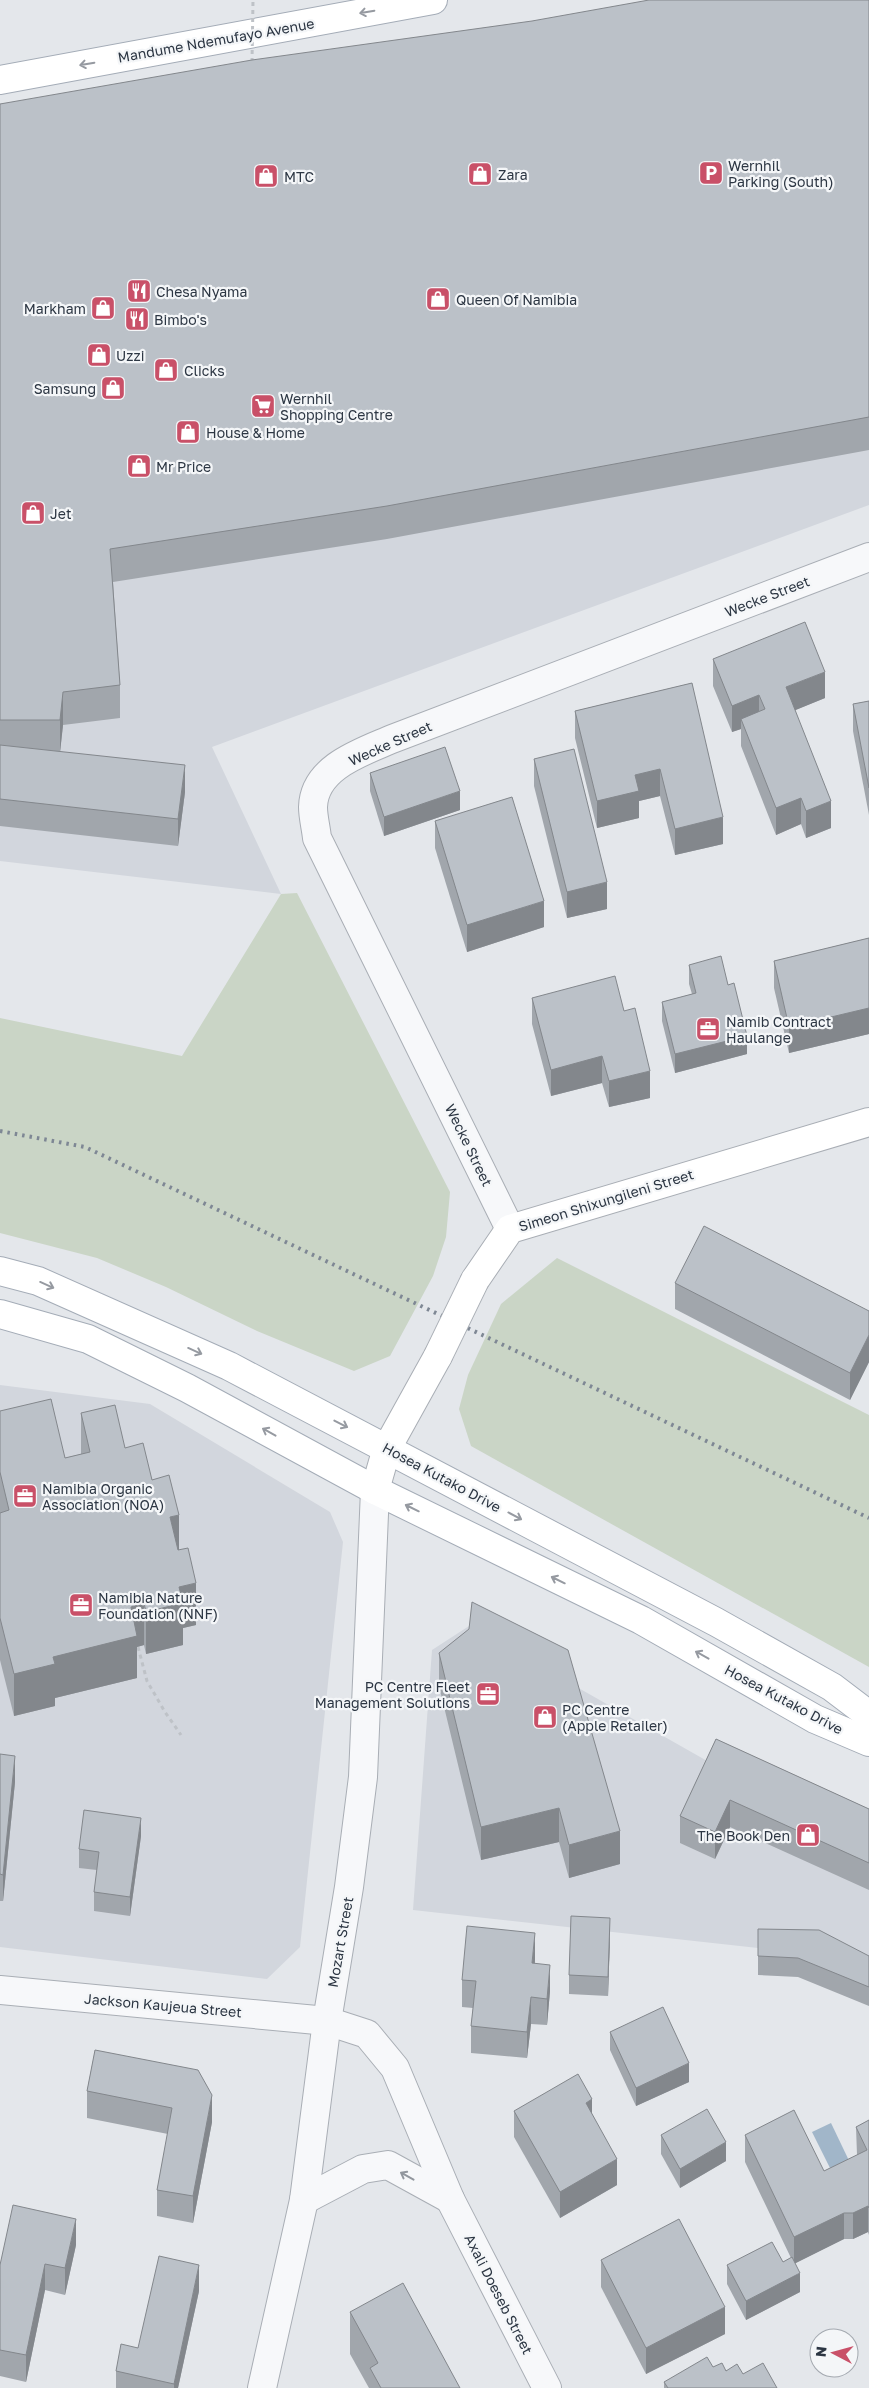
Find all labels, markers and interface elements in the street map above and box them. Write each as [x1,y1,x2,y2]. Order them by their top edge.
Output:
one-way arrow [360,8,376,17]
street label: Mandume Ndemufayo Avenue [116,14,316,66]
one-way arrow [80,59,96,69]
place label: Wernhil Parking (South) [728,157,833,190]
parking icon: Wernhil Parking (South) [698,160,724,186]
shop icon: Zara [467,161,493,187]
shop icon: MTC [253,163,279,189]
place label: Zara [498,166,528,183]
place label: MTC [284,168,314,185]
restaurant icon: Chesa Nyama [126,278,152,304]
place label: Chesa Nyama [156,283,247,300]
shop icon: Queen Of Namibia [425,286,451,312]
place label: Queen Of Namibia [456,291,577,308]
shop icon: Markham [90,295,116,321]
place label: Markham [24,300,86,317]
restaurant icon: Bimbo's [124,306,150,332]
place label: Bimbo's [154,311,207,328]
shop icon: Uzzi [86,342,112,368]
place label: Uzzi [116,347,144,364]
shop icon: Clicks [153,357,179,383]
place label: Clicks [184,362,225,379]
shop icon: Samsung [100,375,126,401]
place label: Samsung [34,380,96,397]
place label: Wernhil Shopping Centre [280,390,393,423]
supermarket icon: Wernhil Shopping Centre [250,393,276,419]
shop icon: House & Home [175,419,201,445]
place label: House & Home [206,424,305,441]
shop icon: Mr Price [126,453,152,479]
place label: Mr Price [156,458,211,475]
shop icon: Jet [20,500,46,526]
place label: Jet [50,505,72,522]
street label: Wecke Street [722,572,812,620]
street label: Wecke Street [346,717,434,769]
place label: Namib Contract Haulange [726,1013,831,1046]
office icon: Namib Contract Haulange [695,1016,721,1042]
street label: Wecke Street [442,1101,496,1189]
street label: Simeon Shixungileni Street [517,1165,695,1235]
one-way arrow [39,1281,54,1291]
one-way arrow [187,1347,202,1357]
one-way arrow [333,1419,348,1429]
one-way arrow [261,1427,276,1437]
street label: Hosea Kutako Drive [380,1439,504,1515]
place label: Namibia Organic Association (NOA) [42,1480,164,1513]
office icon: Namibia Organic Association (NOA) [12,1483,38,1509]
one-way arrow [405,1503,420,1512]
one-way arrow [507,1512,522,1521]
one-way arrow [551,1575,566,1584]
place label: Namibia Nature Foundation (NNF) [98,1589,218,1622]
office icon: Namibia Nature Foundation (NNF) [68,1592,94,1618]
one-way arrow [694,1650,709,1660]
street label: Hosea Kutako Drive [722,1661,846,1737]
place label: PC Centre Fleet Management Solutions [315,1678,470,1711]
office icon: PC Centre Fleet Management Solutions [475,1681,501,1707]
place label: PC Centre (Apple Retailer) [562,1701,668,1734]
shop icon: PC Centre (Apple Retailer) [532,1704,558,1730]
shop icon: The Book Den [795,1822,821,1848]
place label: The Book Den [697,1827,790,1844]
street label: Mozart Street [324,1895,356,1989]
street label: Jackson Kaujeua Street [83,1990,243,2020]
one-way arrow [400,2171,415,2181]
street label: Axali Doeseb Street [461,2231,537,2357]
north arrow [809,2328,859,2378]
text: N [812,2345,830,2358]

= What the task asks =
Could you restate all of the data above word for word and skip every picture?

= Your response =
Find all labels, markers and interface elements in the street map above and box them. Write each as [x1,y1,x2,y2]. Order them by their top edge.
Output:
one-way arrow [360,8,376,17]
street label: Mandume Ndemufayo Avenue [116,14,316,66]
one-way arrow [80,59,96,69]
place label: Wernhil Parking (South) [728,157,833,190]
parking icon: Wernhil Parking (South) [698,160,724,186]
shop icon: Zara [467,161,493,187]
shop icon: MTC [253,163,279,189]
place label: Zara [498,166,528,183]
place label: MTC [284,168,314,185]
restaurant icon: Chesa Nyama [126,278,152,304]
place label: Chesa Nyama [156,283,247,300]
shop icon: Queen Of Namibia [425,286,451,312]
place label: Queen Of Namibia [456,291,577,308]
shop icon: Markham [90,295,116,321]
place label: Markham [24,300,86,317]
restaurant icon: Bimbo's [124,306,150,332]
place label: Bimbo's [154,311,207,328]
shop icon: Uzzi [86,342,112,368]
place label: Uzzi [116,347,144,364]
shop icon: Clicks [153,357,179,383]
place label: Clicks [184,362,225,379]
shop icon: Samsung [100,375,126,401]
place label: Samsung [34,380,96,397]
place label: Wernhil Shopping Centre [280,390,393,423]
supermarket icon: Wernhil Shopping Centre [250,393,276,419]
shop icon: House & Home [175,419,201,445]
place label: House & Home [206,424,305,441]
shop icon: Mr Price [126,453,152,479]
place label: Mr Price [156,458,211,475]
shop icon: Jet [20,500,46,526]
place label: Jet [50,505,72,522]
street label: Wecke Street [722,572,812,620]
street label: Wecke Street [346,717,434,769]
place label: Namib Contract Haulange [726,1013,831,1046]
office icon: Namib Contract Haulange [695,1016,721,1042]
street label: Wecke Street [442,1101,496,1189]
street label: Simeon Shixungileni Street [517,1165,695,1235]
one-way arrow [39,1281,54,1291]
one-way arrow [187,1347,202,1357]
one-way arrow [333,1419,348,1429]
one-way arrow [261,1427,276,1437]
street label: Hosea Kutako Drive [380,1439,504,1515]
place label: Namibia Organic Association (NOA) [42,1480,164,1513]
office icon: Namibia Organic Association (NOA) [12,1483,38,1509]
one-way arrow [405,1503,420,1512]
one-way arrow [507,1512,522,1521]
one-way arrow [551,1575,566,1584]
place label: Namibia Nature Foundation (NNF) [98,1589,218,1622]
office icon: Namibia Nature Foundation (NNF) [68,1592,94,1618]
one-way arrow [694,1650,709,1660]
street label: Hosea Kutako Drive [722,1661,846,1737]
place label: PC Centre Fleet Management Solutions [315,1678,470,1711]
office icon: PC Centre Fleet Management Solutions [475,1681,501,1707]
place label: PC Centre (Apple Retailer) [562,1701,668,1734]
shop icon: PC Centre (Apple Retailer) [532,1704,558,1730]
shop icon: The Book Den [795,1822,821,1848]
place label: The Book Den [697,1827,790,1844]
street label: Mozart Street [324,1895,356,1989]
street label: Jackson Kaujeua Street [83,1990,243,2020]
one-way arrow [400,2171,415,2181]
street label: Axali Doeseb Street [461,2231,537,2357]
north arrow [809,2328,859,2378]
text: N [812,2345,830,2358]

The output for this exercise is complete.